Projeto americano propõe espaços integrados em casa de 205 m²
Cenário único: esta casa em Phoenix, EUA, privilegia a integração dos espaços. Para isso, o arquiteto aboliu as paredes internas e unificou os acabamentos
Por Vera Barrero Fotos: Bill Timmerman
[img0]O desenho exterior da construção permanece o mesmo. Mas o interior foi totalmente remodelado pelo arquiteto americano Michael P. Johnson – professor da Frank Lloyd Wright School of Architecture (também em Phoenix). Ele removeu várias divisões da moradia térrea dos anos 50 e reorganizou a planta de 205 m², adaptando-a ao estilo de vida de Marika, profissional do corpo de bombeiros que vive sozinha. Na fachada sul, uma parede com pequenas janelas foi substituída por painéis de vidro de ponta a ponta. Marika tinha um orçamento enxuto e assumiu a direção da obra, negociando os custos com os fornecedores. A escolha dos acabamentos considerou a economia, mas a preocupação de Michael era unificá-los: “Eu sempre limito a paleta de materiais para passar uma ideia de coesão.

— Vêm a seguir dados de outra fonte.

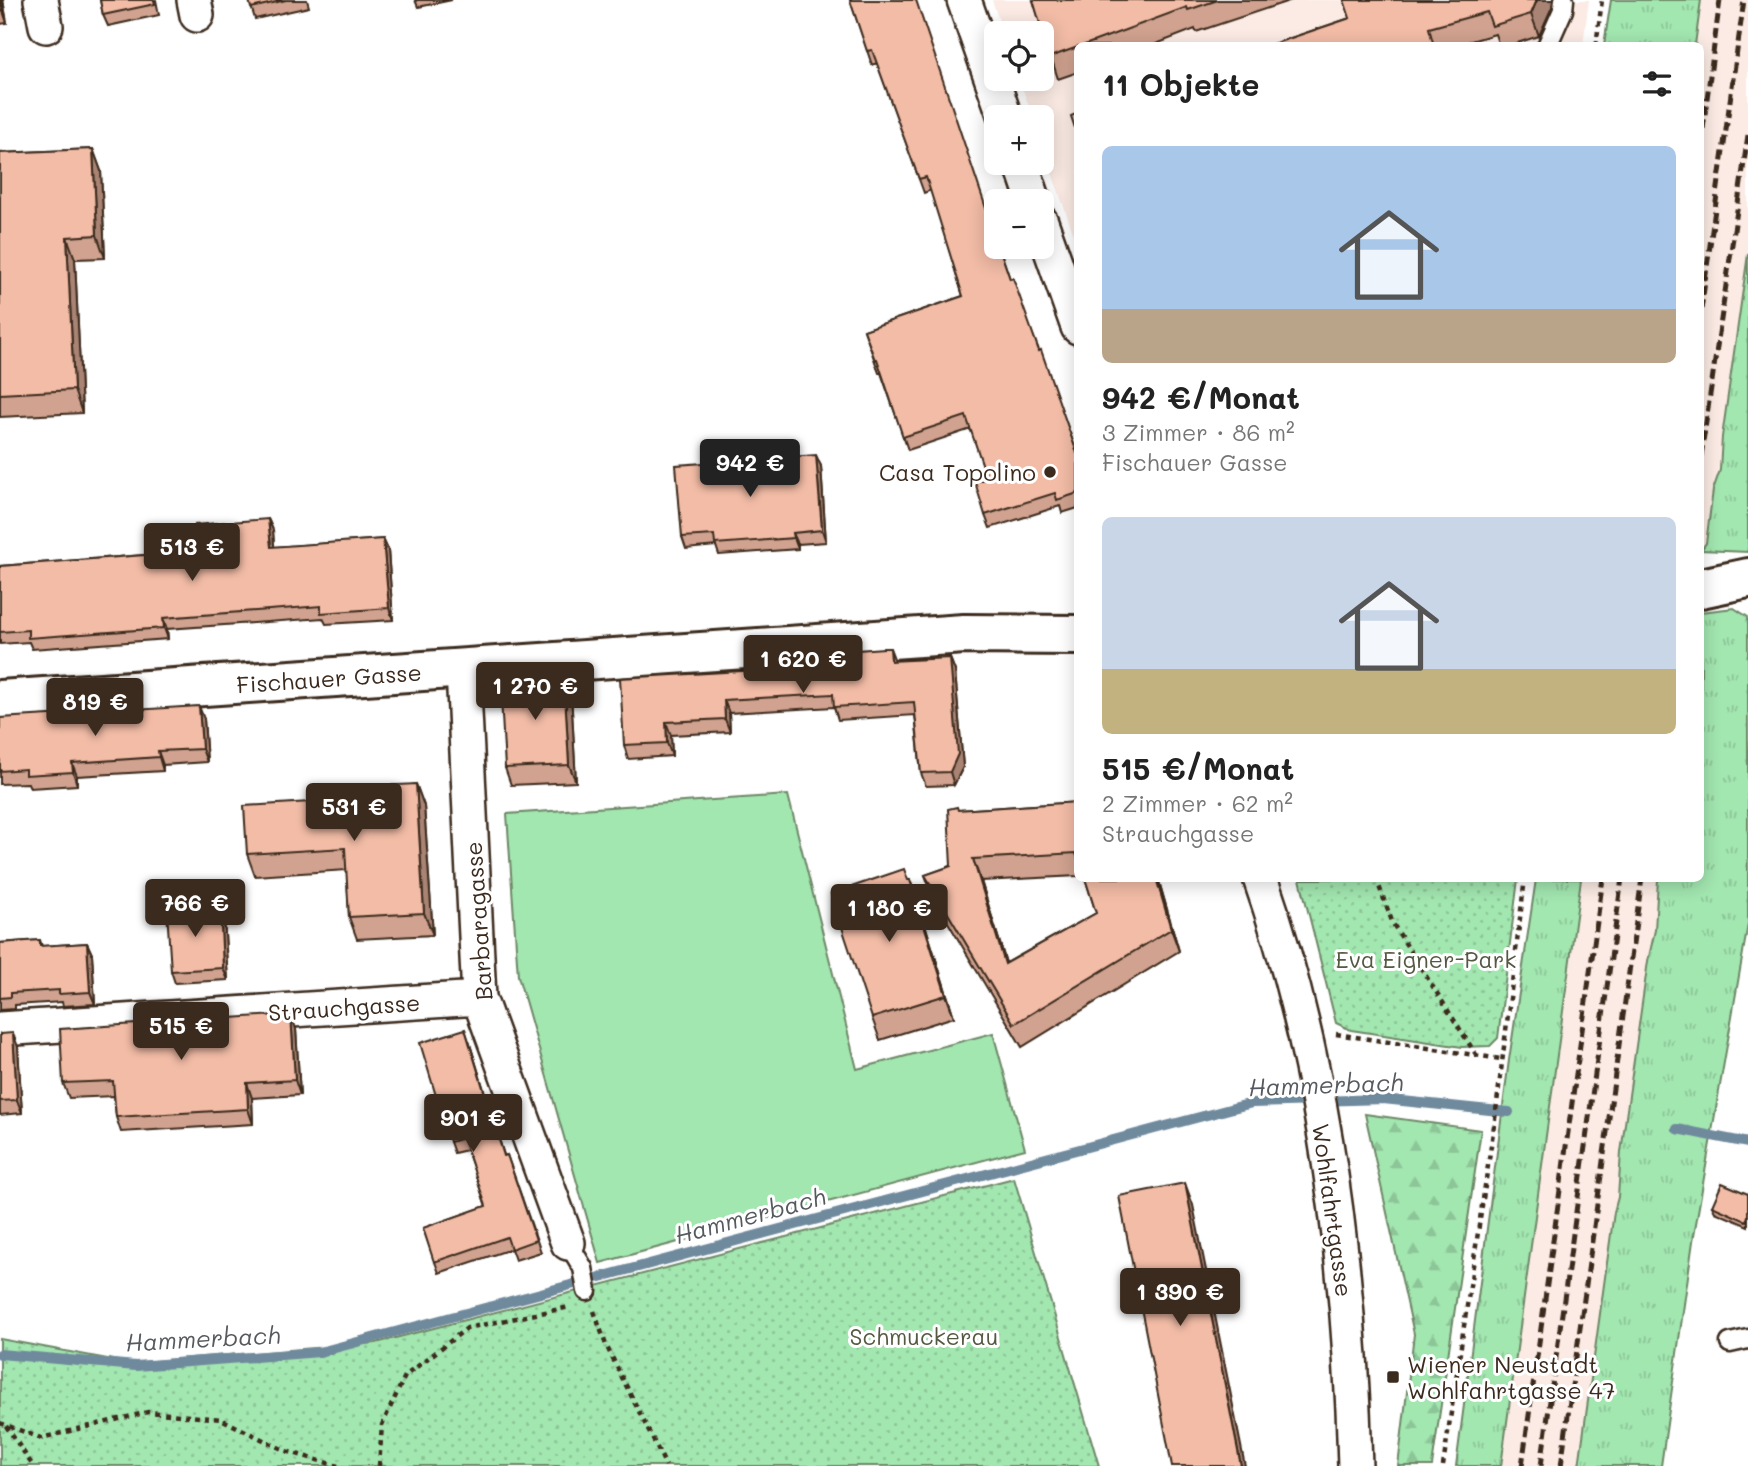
<!DOCTYPE html>
<html lang="de">
<head>
<meta charset="utf-8">
<style>
	body { margin:0; font-family:Mali,sans-serif; background:#f2f2f2; color:#222; height:100vh; display:flex; flex-direction:column; font-size:26px; white-space:nowrap }
	* { box-sizing:border-box; margin:0 }
	p { font-size:23px; color:#767676 }
	.icon { flex:none; width:38px; height:38px; fill:none; stroke:currentColor; stroke-width:2; stroke-linecap:round; stroke-linejoin:round }
	.map { position:relative; flex:1; overflow:hidden }
	.panel { position:absolute; left:1074px; top:42px; width:630px; height:840px; display:flex; flex-direction:column; background:#fff; border-radius:10px; box-shadow:0 4px 18px #0003 }
	.panel>* { flex:none }
	.controls { position:absolute; left:984px; top:21px; display:grid; gap:14px }
	.controls a { display:grid; place-items:center; width:70px; height:70px; border-radius:10px; background:#fff; box-shadow:0 4px 18px #0003; font-size:35px }
	.price { position:absolute; translate:-50% -60px; padding:0 16px; border-radius:7px; background:#3b2a1e; color:#fff; font-size:23px; line-height:46px; filter:drop-shadow(0 2px 4px #0008) }
	.price::after { content:''; position:absolute; left:50%; top:42px; width:21px; height:16px; margin-left:-10px; background:inherit; clip-path:polygon(0 0,100% 0,50% 100%) }
	.price.on { background:#222; color:#fff }
	ul { padding:0; list-style:none }
	li { display:grid; align-content:center; gap:14px; height:371px; padding:0 28px }
	li span { display:grid; place-items:center; height:217px; border-radius:10px; color:#555 }
	li>.icon { margin-inline-start:auto }
	span .icon { width:126px; height:126px; fill:#fffc; stroke-width:1 }
	li b { font-size:30px }
	h2 { display:flex; justify-content:space-between; align-items:center; height:84px; padding:0 28px; font-size:30px }
	.map>svg:first-child { display:block }
	.built { fill:#fbebe4 }
	.grass { fill:url(#grass-tufts); stroke:#6e8867; stroke-width:2 }
	.forest { fill:url(#forest-firs); stroke:#6e8867; stroke-width:2 }
	.park { fill:url(#park-dots); stroke:#6e8867; stroke-width:2 }
	.garden { fill:#a2e6b0; stroke:#6e8867; stroke-width:2 }
	.lines { fill:none; stroke-linecap:round; stroke-linejoin:round }
	.stream { stroke:#708a9d; stroke-width:10 }
	.service-casing { stroke:#3b2a1e; stroke-width:23 }
	.minor-casing { stroke:#3b2a1e; stroke-width:38 }
	.secondary-casing { stroke:#3b2a1e; stroke-width:44 }
	.path { stroke:#3b2a1e; stroke-width:4.5; stroke-dasharray:5 5; stroke-linecap:butt }
	.service { stroke:#fff; stroke-width:18 }
	.minor { stroke:#fff; stroke-width:33 }
	.secondary { stroke:#fff; stroke-width:38 }
	.rail { stroke:#3b2a1e; stroke-width:5; stroke-dasharray:10 5; stroke-linecap:butt }
	.wall { fill:#d0a28f; stroke:#3b2a1e; stroke-width:2 }
	.shaded-wall { fill:#a98474; stroke:#3b2a1e; stroke-width:2 }
	.building { fill:#f2bca6; stroke:#3b2a1e; stroke-width:2 }
	.poi-dot { fill:#3b2a1e; stroke:#fff; stroke-width:2.5 }
	.labels { text-anchor:middle; dominant-baseline:central; stroke-width:6; stroke-linejoin:round; paint-order:stroke }
	.poi-label { font-size:23px; fill:#3b2a1e; stroke:#fff; text-anchor:end }
	.street-label { font-size:23px; fill:#3b2a1e; stroke:#fff }
	.park-label { font-size:23px; fill:#555942; stroke:#fff }
	.water-label { font-size:24px; font-style:italic; fill:#565a5e; stroke:#fff }
</style>
</head>
<body>
<div class="map">
<svg width="1748" height="1466" viewBox="0 0 1748 1466">
	<defs>
		<pattern id="grass-tufts" width="24" height="20" patternUnits="userSpaceOnUse" patternTransform="scale(1.75)"><rect width="24" height="20" fill="#a2e6b0"/><path d="M3 7l-1-3M5 7V3M7 7l1-3M15 17l-1-3M17 17v-4M19 17l1-3" fill="none" stroke="#8cc597"/></pattern>
		<pattern id="forest-firs" width="22" height="20" patternUnits="userSpaceOnUse" patternTransform="scale(1.75)"><rect width="22" height="20" fill="#a2e6b0"/><path d="M5 1l3.5 6h-7zM16 11l3.5 6h-7z" fill="#8cc597"/></pattern>
		<pattern id="park-dots" width="8" height="8" patternUnits="userSpaceOnUse" patternTransform="scale(1.75)"><rect width="8" height="8" fill="#a2e6b0"/><path d="M2 2h.1M6 6h.1" fill="none" stroke="#8cc597" stroke-width="1.8" stroke-linecap="round"/></pattern>
	</defs>
	<rect width="100%" height="100%" fill="#fff"/>
	<filter id="ink" filterUnits="userSpaceOnUse"><feTurbulence type="fractalNoise" baseFrequency=".0143" numOctaves="2"/><feDisplacementMap in="SourceGraphic" scale="14" xChannelSelector="R" yChannelSelector="G"/><feConvolveMatrix kernelMatrix="1 2 1 2 8 2 1 2 1" color-interpolation-filters="sRGB"/></filter>
	<g filter="url(#ink)">
		<!-- built -->
		<path class="built" d="M992,0H1589L1583,45L1078,46V247L1041,142V117H1033L1019,79H1041V33H1003Z
			M1701,0H1748V254L1722,437L1720,470L1713,490L1706,543L1701,549V46H1695Z
			M1581,879H1658L1655,930L1648,961L1621,1152L1618,1198L1614,1212L1579,1466H1501Z"/>
		<!-- grass -->
		<path class="grass" d="M1611,0H1701L1695,45H1604Z
			M1748,254V552L1701,550L1706,543L1713,490L1720,470L1722,437Z
			M1734,608L1748,617V924L1693,1241L1661,1466H1579L1614,1212L1618,1197L1621,1152L1648,961L1655,930L1658,879L1701,878V612Z
			M1536,879H1581L1501,1466H1456L1509,1060Z"/>
		<!-- forest -->
		<path class="forest" d="M1365,1114L1481,1130L1432,1466H1398L1414,1334Z"/>
		<!-- park -->
		<path class="park" d="M1300,879H1518L1498,1038L1490,1046L1462,1047L1351,1030L1336,1023Z
			M1014,1178L1099,1466H0V1339L129,1363L376,1343Z"/>
		<!-- garden -->
		<path class="garden" d="M788,795L857,1069L993,1033L1025,1149L600,1263L518,976L507,814Z"/>
		<g class="lines">
			<!-- stream -->
			<path class="stream" d="M1677,1129L1748,1143
				M0,1354L136,1366L320,1352L1252,1103L1383,1099L1509,1112"/>
			<!-- service casing -->
			<g class="service-casing">
				<path id="service" d="M1547,46L1563,10L1564,0
					M568,1243L583,1268L587,1291
					M1730,1343L1748,1339"/>
			</g>
			<!-- minor casing -->
			<g class="minor-casing">
				<path id="minor" d="M41,0L46,26
					M194,0L197,15
					M964,0L1005,117
					M1021,163L1034,201
					M1041,222L1078,327
					M463,670L479,998L568,1243
					M1260,878C1325,1064 1350,1270 1355,1466
					M0,1029L479,998"/>
			</g>
			<!-- secondary casing -->
			<g class="secondary-casing">
				<path id="secondary" d="M1701,588L1748,578
					M0,700L964,634L1078,635"/>
			</g>
			<!-- path -->
			<path class="path" d="M1596,46L1602,0
				M1376,878L1393,924L1477,1056
				M1336,1034L1501,1059
				M594,1311L606,1345L666,1466
				M0,1423L41,1438L148,1412L221,1419L286,1451L338,1466
				M6,1426L33,1466
				M379,1466L382,1425L405,1376L467,1328L570,1307
				M1443,1466L1495,1119L1525,878"/>
			<!-- service -->
			<use href="#service" class="service"/>
			<!-- minor -->
			<use href="#minor" class="minor"/>
			<!-- secondary -->
			<use href="#secondary" class="secondary"/>
			<!-- rail -->
			<path class="rail" d="M1701,144L1720,0
				M1701,310L1744,0
				M1701,456L1748,135
				M1522,1466L1603,878
				M1541,1466L1622,878
				M1561,1466L1642,878"/>
		</g>
		<!-- wall -->
		<path class="wall" d="M0,0H3L7,23L0,24Z
			M100,0H156L159,15L108,26L103,15Z
			M249,0H307L309,7L255,19Z
			M415,0H452L418,7Z
			M850,0L996,238L1010,279L1039,350L1078,455V508L1062,513L1060,506L990,528L985,515L987,478L971,429L908,450L881,373H879L864,330L963,296L931,190L924,193L877,63L872,65Z
			M1033,0H1292L1196,32L1195,29L1151,46H1078V72L1058,79Z
			M1552,7L1539,36L1508,46H1499L1495,34L1454,46H1267L1350,18Z
			M93,149L101,171L105,258L75,259L82,413L0,417V153Z
			M821,466L826,542L798,544V549L719,555L716,546L686,549L682,537Z
			M268,519L273,530L274,547L383,539L388,550L393,620L326,624L323,618L167,629L168,639L32,649L29,642L0,644V566L197,551Z
			M950,658L955,671L963,767L954,785L926,786L921,773L915,715L838,720L834,707L729,713L730,732L671,735L672,756L628,759L624,745L759,670Z
			M564,676L571,693L576,782L511,785L505,768Z
			M0,718L204,719L207,762L163,765V771L77,776V785L30,788L28,783L0,784Z
			M416,784L424,806L433,935L357,939L349,917L347,870L255,876L247,854L342,800Z
			M1078,802V876L981,881L1006,963L1096,913L1085,878H1158L1179,951L1022,1047L933,897L925,875L951,866L959,810Z
			M908,880H910L918,902L954,1017L880,1040L872,1018Z
			M224,919L228,980L175,983L171,971Z
			M40,940L42,946L87,943L92,954L95,1004L63,1006L62,1002L15,1005V1009L0,1010V943Z
			M296,1029L300,1095L252,1098L253,1124L121,1132L116,1117L114,1096L69,1098L63,1083Z
			M0,1034L18,1047L22,1113L0,1115Z
			M469,1041L504,1156L507,1155L541,1252L515,1260L511,1249L439,1273L423,1228L486,1206L467,1150L454,1153L450,1142Z
			M1748,1194V1226L1715,1212L1712,1206Z"/>
		<!-- shaded-wall -->
		<path class="shaded-wall" d="M1,0H3L7,23L3,11Z
			M1537,0H1553L1552,7L1539,36L1531,14Z
			M93,149L101,171L105,258L97,235Z
			M67,237L75,259L82,413L74,390Z
			M816,455L821,466L826,542L822,530Z
			M268,519L273,530L275,558L271,547Z
			M793,533L798,544V549L794,538Z
			M383,539L388,550L393,620L389,608Z
			M163,618L167,629L168,639L164,628Z
			M890,648L895,661H891Z
			M950,658L955,671L963,767L954,785L950,772Z
			M564,676L571,693L576,782L569,765Z
			M724,700L729,713L730,732L725,719Z
			M199,706L204,719L207,762L202,749Z
			M666,722L671,735L672,756L667,743Z
			M158,751L163,765V771L159,757Z
			M72,763L77,776V785L73,772Z
			M416,784L424,806L433,935L424,913Z
			M973,859L981,881L1013,986L1005,964Z
			M1156,878H1158L1179,951L1171,929Z
			M910,880L918,902L954,1017L946,995Z
			M220,907L224,919L228,980L223,968Z
			M87,943L92,954L95,1004L90,992Z
			M291,1014L296,1029L300,1095L295,1080Z
			M465,1029L469,1041L508,1168L504,1156Z
			M13,1033L18,1047L22,1113L17,1100Z
			M247,1083L252,1098L253,1124L248,1109Z
			M1185,1183L1193,1205L1245,1466H1241Z"/>
		<!-- building -->
		<path class="building" d="M0,0L3,11L0,12Z
			M100,0H154L155,4L103,15Z
			M249,0H286L251,8Z
			M850,0H916L996,238V247H999L1010,279L1013,278L1039,351L1041,350L1078,456V493L1057,500L1055,493L985,515L975,482L987,478L966,416L903,437L877,359L875,360L864,330L963,296L926,177L919,179L872,50L867,51Z
			M1033,0H1218L1188,10L1187,7L1082,46H1078V47L1050,57Z
			M1344,0H1537L1531,14L1492,26L1487,12L1429,28L1434,46H1267L1350,18Z
			M1078,113V137L1071,116Z
			M93,149L97,235L67,237L74,390L0,394V153Z
			M816,455L822,530L793,533L794,538L715,544L714,535L682,537L676,465Z
			M268,519L271,547L383,539L389,608L321,613V606L163,618L164,628L28,638V630L0,632V566L197,551L195,525Z
			M884,648H890L891,661L950,658L958,754L950,772L921,773L914,702L834,707L833,694L724,700L725,719L666,722L667,743L624,745L620,678L759,670L758,659L831,656L830,652Z
			M564,676L569,765L505,768L500,680Z
			M199,706L202,749L158,751L159,757L72,763L73,772L25,775V769L0,771V718Z
			M416,784L424,913L349,917L345,848L247,854L244,806L342,800V788Z
			M1078,802V859L1076,853L973,859L1005,964L1096,913L1085,878H1156L1171,929L1014,1024L925,875L951,866L948,809L957,807L958,810Z
			M904,869L908,880H910L946,995L872,1018L831,894Z
			M220,907L223,968L171,971L167,911Z
			M40,940V946L87,943L90,992L59,994V990L11,993V997L0,998V943Z
			M291,1014L295,1080L247,1083L248,1109L116,1117L113,1081L63,1083L60,1029Z
			M465,1029L504,1156L507,1155L536,1240L511,1249L507,1237L434,1262L423,1228L486,1206L463,1138L450,1142L420,1043Z
			M13,1033L17,1100L0,1101V1034Z
			M1185,1183L1241,1466H1172L1119,1196Z
			M1722,1183L1748,1194V1216L1746,1221L1712,1206Z"/>
	</g>
	<!-- markers -->
	<g class="poi-dot">
		<circle cx="1050" cy="472" r="7"/>
		<rect x="1386" y="1370" width="14" height="14" rx="3.5"/>
	</g>
	<g class="labels">
		<!-- poi labels -->
		<g class="poi-label">
			<text x="1036" y="472">Casa Topolino</text>
			<text x="1407" y="1364" text-anchor="start">Wiener Neustadt<tspan x="1407" dy="26">Wohlfahrtgasse 47</tspan></text>
		</g>
		<!-- street labels -->
		<g class="street-label">
			<text transform="translate(329 678) rotate(-4)">Fischauer Gasse</text>
			<text transform="translate(478 921) rotate(-94)">Barbaragasse</text>
			<text transform="translate(344 1007) rotate(-4)">Strauchgasse</text>
			<text transform="translate(1333 1210) rotate(82)">Wohlfahrtgasse</text>
		</g>
		<!-- park labels -->
		<g class="park-label">
			<text x="1426" y="959">Eva Eigner-Park</text>
			<text x="924" y="1336">Schmuckerau</text>
		</g>
		<!-- water labels -->
		<g class="water-label">
			<text transform="translate(1326 1084) rotate(-2)">Hammerbach</text>
			<text transform="translate(750 1215) rotate(-15)">Hammerbach</text>
			<text transform="translate(203 1338) rotate(-3)">Hammerbach</text>
		</g>
	</g>
</svg>
<div class="controls">
<a><svg class="icon" aria-label="locate" viewBox="0 0 24 24"><circle cx="12" cy="12" r="6"/><path d="M12 2v4M12 18v4M2 12h4M18 12h4"/></svg></a>
<a>+</a>
<a>−</a>
</div>
<b class="price on" style="left:750px;top:499px">942 €</b>
<b class="price" style="left:192px;top:583px">513 €</b>
<b class="price" style="left:803px;top:695px">1 620 €</b>
<b class="price" style="left:535px;top:722px">1 270 €</b>
<b class="price" style="left:95px;top:738px">819 €</b>
<b class="price" style="left:354px;top:843px">531 €</b>
<b class="price" style="left:195px;top:939px">766 €</b>
<b class="price" style="left:889px;top:944px">1 180 €</b>
<b class="price" style="left:181px;top:1062px">515 €</b>
<b class="price" style="left:473px;top:1154px">901 €</b>
<b class="price" style="left:1180px;top:1328px">1 390 €</b>
<section class="panel">
<h2>11 Objekte<svg class="icon" aria-label="filters" viewBox="0 0 24 24"><path d="M4 7h16M4 17h16"/><circle cx="9" cy="7" r="2"/><circle cx="15" cy="17" r="2"/></svg></h2>
<ul>
<li><span style="background:linear-gradient(#a9c7e8 75%,#b9a48a 0)"><svg class="icon" aria-label="home" viewBox="0 0 24 24"><path d="M3 11l9-7 9 7M6 9v11h12V9"/></svg></span><div><b>942 €/Monat</b><p>3 Zimmer · 86 m²</p><p>Fischauer Gasse</p></div></li>
<li><span style="background:linear-gradient(#c9d6e8 70%,#c2b280 0)"><svg class="icon" aria-label="home" viewBox="0 0 24 24"><path d="M3 11l9-7 9 7M6 9v11h12V9"/></svg></span><div><b>515 €/Monat</b><p>2 Zimmer · 62 m²</p><p>Strauchgasse</p></div></li>
</ul>
</section>
</div>
</body>
</html>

Apliquei cerâmica italiana, mais barata, na casa toda”. Outro recurso foram os painéis metálicos galvanizados, que cobrem as paredes externas e o teto do interior. Se você gostou da fachada transparente, visite nossa galeria que traz outras 30 de fachadas de vidro.
Na entrada social, a porta pivotante é de vidro temperado. A cerâmica italiana, da Ceramiche Caesar, vai do hall de entrada aos quartos – e “amarra” os ambientes. Projeto de Michael P. Johnson.
Na fachada, a parede mais baixa, pintada de cinza, corresponde a um nicho na sala – local onde a moradora colocou o aparelho de TV. Um mosaico de vidro colorido, feito por um artista local, rasga o alto da parede e leva luz à sala. Projeto de Michael P. Johnson.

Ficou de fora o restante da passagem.